WORK REQUIRED:
Repeat only the lines below from the one containing "M172 710 122" through the one containing "M528 1202C530 1210", inclusive, exactly as written.

Records from a dataset
====

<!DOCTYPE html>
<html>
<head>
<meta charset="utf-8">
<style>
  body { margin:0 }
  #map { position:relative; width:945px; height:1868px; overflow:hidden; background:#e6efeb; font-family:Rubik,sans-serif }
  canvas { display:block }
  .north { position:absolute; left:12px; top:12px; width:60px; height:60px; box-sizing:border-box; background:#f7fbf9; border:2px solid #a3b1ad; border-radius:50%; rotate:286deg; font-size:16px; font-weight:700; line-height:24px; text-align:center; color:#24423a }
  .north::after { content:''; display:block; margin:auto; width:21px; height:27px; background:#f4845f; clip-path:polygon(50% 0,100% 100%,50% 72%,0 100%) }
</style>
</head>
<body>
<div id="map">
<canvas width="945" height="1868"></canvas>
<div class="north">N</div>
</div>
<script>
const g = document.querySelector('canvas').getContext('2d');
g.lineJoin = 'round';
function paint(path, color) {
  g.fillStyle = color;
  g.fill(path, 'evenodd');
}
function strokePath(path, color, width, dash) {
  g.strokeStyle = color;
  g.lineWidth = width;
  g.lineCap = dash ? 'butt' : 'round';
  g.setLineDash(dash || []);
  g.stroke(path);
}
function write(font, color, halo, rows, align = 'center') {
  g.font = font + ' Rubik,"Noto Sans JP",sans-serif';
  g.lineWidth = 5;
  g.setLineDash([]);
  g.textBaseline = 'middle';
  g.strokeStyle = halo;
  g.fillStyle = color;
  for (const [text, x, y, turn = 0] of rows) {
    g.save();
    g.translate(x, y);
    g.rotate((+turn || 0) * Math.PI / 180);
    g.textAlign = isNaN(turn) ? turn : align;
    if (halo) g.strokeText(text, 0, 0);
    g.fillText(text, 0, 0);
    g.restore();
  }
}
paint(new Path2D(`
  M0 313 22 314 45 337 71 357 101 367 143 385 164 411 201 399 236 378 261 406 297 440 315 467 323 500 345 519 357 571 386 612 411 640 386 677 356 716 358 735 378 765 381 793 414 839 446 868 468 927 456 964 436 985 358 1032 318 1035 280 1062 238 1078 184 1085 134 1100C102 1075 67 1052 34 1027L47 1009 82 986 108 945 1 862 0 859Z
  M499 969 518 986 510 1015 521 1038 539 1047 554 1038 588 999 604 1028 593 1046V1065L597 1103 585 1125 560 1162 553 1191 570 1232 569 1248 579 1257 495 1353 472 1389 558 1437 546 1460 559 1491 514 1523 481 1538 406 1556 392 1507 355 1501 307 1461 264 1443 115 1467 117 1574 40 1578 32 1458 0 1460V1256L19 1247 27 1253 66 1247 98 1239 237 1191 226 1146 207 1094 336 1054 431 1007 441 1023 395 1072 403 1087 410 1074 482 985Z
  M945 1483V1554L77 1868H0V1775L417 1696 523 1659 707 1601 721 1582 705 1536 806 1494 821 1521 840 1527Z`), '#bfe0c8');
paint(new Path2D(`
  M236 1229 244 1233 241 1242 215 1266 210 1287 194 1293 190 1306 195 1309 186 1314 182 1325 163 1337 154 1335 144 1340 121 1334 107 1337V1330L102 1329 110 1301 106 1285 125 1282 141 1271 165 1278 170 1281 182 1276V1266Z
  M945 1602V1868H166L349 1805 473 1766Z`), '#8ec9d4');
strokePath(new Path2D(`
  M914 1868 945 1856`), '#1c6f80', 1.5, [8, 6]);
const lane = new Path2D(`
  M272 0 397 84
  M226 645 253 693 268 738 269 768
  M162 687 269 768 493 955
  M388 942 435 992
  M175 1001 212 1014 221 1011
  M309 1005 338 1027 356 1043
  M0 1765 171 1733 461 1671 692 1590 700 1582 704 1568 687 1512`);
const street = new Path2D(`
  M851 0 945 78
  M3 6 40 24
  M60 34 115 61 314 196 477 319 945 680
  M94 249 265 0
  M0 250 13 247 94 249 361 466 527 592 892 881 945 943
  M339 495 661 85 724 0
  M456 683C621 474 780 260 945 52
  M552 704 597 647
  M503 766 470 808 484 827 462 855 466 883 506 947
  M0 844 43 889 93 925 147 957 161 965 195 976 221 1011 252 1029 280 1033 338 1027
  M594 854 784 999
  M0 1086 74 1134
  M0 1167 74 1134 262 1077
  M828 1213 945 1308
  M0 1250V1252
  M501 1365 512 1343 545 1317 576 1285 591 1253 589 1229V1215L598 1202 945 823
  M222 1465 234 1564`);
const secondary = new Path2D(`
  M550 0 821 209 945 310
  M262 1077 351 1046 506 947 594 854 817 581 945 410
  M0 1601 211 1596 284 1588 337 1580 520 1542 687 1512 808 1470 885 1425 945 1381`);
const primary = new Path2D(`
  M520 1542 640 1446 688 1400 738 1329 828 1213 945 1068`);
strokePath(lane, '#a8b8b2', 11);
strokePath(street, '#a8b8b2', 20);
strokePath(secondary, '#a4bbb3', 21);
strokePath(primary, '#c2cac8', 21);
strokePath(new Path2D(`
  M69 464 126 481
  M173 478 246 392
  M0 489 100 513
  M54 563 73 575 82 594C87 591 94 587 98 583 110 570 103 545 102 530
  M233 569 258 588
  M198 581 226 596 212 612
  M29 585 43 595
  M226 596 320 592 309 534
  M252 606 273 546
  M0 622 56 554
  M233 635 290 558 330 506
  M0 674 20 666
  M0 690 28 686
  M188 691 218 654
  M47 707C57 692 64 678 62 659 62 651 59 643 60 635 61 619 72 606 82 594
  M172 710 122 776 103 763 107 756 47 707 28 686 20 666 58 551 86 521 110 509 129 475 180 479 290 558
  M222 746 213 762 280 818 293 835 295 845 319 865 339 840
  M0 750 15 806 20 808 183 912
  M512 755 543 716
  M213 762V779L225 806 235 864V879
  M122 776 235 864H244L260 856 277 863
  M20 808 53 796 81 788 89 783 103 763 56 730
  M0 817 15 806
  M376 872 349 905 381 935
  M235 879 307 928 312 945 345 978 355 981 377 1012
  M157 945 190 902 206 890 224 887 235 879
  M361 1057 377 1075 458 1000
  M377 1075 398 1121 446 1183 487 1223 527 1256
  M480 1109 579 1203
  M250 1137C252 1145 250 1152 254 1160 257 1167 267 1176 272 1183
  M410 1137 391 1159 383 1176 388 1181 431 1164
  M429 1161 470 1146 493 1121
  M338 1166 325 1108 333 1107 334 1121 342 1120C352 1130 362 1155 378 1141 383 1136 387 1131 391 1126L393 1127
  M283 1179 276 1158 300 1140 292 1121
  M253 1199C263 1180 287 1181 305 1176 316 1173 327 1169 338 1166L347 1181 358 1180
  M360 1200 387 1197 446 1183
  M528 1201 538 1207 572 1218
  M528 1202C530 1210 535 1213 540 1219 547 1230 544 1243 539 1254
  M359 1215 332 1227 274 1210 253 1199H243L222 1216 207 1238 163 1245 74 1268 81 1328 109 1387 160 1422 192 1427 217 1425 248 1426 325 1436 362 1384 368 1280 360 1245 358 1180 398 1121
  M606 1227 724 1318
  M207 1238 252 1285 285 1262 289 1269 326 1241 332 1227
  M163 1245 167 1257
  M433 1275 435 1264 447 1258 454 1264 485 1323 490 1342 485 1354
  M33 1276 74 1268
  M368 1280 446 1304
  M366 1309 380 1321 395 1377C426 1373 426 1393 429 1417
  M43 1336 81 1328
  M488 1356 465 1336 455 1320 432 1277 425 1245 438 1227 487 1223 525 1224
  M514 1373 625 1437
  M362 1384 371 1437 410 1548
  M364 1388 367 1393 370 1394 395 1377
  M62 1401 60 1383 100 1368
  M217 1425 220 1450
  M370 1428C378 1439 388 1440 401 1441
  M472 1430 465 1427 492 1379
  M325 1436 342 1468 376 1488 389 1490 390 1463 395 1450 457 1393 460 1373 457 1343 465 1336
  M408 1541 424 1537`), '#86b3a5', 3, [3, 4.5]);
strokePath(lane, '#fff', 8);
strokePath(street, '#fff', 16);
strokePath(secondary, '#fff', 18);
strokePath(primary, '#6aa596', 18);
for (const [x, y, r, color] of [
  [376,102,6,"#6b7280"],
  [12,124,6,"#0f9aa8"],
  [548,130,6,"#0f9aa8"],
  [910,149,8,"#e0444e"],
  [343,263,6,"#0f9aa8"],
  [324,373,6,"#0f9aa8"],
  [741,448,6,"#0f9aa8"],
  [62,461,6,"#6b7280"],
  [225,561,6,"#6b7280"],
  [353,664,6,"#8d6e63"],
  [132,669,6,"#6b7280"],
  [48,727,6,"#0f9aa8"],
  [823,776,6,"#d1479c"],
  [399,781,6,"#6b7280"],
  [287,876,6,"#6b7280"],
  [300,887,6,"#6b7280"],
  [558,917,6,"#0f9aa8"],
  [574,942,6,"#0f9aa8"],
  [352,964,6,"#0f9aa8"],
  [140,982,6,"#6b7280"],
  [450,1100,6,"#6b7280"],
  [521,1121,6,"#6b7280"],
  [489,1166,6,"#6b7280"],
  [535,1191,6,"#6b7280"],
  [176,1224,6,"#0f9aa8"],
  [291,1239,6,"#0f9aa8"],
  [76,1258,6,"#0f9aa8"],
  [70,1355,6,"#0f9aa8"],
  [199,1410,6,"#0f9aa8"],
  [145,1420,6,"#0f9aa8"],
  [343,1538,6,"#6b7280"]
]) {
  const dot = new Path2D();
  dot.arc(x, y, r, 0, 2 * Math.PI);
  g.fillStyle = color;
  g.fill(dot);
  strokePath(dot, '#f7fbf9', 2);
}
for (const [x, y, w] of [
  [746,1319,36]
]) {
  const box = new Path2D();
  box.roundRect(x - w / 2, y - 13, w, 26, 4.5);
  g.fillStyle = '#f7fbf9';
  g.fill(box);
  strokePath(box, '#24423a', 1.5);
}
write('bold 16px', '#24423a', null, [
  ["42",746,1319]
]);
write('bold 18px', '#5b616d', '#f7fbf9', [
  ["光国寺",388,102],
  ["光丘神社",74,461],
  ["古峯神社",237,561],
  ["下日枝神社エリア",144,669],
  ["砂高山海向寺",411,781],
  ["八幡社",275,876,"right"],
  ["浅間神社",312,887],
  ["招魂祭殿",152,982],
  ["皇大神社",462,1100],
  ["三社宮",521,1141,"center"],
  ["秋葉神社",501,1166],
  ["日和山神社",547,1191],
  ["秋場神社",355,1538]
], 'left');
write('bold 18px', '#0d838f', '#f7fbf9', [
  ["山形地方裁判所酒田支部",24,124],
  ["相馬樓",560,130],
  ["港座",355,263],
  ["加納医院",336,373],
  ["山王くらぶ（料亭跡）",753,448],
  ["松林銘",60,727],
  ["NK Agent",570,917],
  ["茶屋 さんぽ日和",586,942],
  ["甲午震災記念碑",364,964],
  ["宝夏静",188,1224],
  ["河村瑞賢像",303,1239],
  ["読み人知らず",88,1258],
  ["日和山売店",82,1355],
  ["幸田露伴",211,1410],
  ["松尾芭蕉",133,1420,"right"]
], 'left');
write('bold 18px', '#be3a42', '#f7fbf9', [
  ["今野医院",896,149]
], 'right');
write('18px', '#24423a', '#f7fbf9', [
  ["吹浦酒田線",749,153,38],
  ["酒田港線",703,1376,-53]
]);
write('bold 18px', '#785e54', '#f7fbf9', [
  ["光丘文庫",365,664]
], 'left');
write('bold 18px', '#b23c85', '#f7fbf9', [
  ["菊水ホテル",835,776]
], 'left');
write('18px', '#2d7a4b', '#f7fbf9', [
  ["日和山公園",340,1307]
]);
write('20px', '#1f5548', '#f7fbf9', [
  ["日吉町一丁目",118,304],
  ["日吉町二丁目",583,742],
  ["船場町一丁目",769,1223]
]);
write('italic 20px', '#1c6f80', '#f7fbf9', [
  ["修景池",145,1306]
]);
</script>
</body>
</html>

====

TASK SOLUTION:
  M172 710 122 776 103 763 107 756 47 707 28 686 20 666 58 551 86 521 110 509 129 475 180 479 290 558
  M222 746 213 762 280 818 293 835 295 845 319 865 339 840
  M0 750 15 806 20 808 183 912
  M512 755 543 716
  M213 762V779L225 806 235 864V879
  M122 776 235 864H244L260 856 277 863
  M20 808 53 796 81 788 89 783 103 763 56 730
  M0 817 15 806
  M376 872 349 905 381 935
  M235 879 307 928 312 945 345 978 355 981 377 1012
  M157 945 190 902 206 890 224 887 235 879
  M361 1057 377 1075 458 1000
  M377 1075 398 1121 446 1183 487 1223 527 1256
  M480 1109 579 1203
  M250 1137C252 1145 250 1152 254 1160 257 1167 267 1176 272 1183
  M410 1137 391 1159 383 1176 388 1181 431 1164
  M429 1161 470 1146 493 1121
  M338 1166 325 1108 333 1107 334 1121 342 1120C352 1130 362 1155 378 1141 383 1136 387 1131 391 1126L393 1127
  M283 1179 276 1158 300 1140 292 1121
  M253 1199C263 1180 287 1181 305 1176 316 1173 327 1169 338 1166L347 1181 358 1180
  M360 1200 387 1197 446 1183
  M528 1201 538 1207 572 1218
  M528 1202C530 1210 535 1213 540 1219 547 1230 544 1243 539 1254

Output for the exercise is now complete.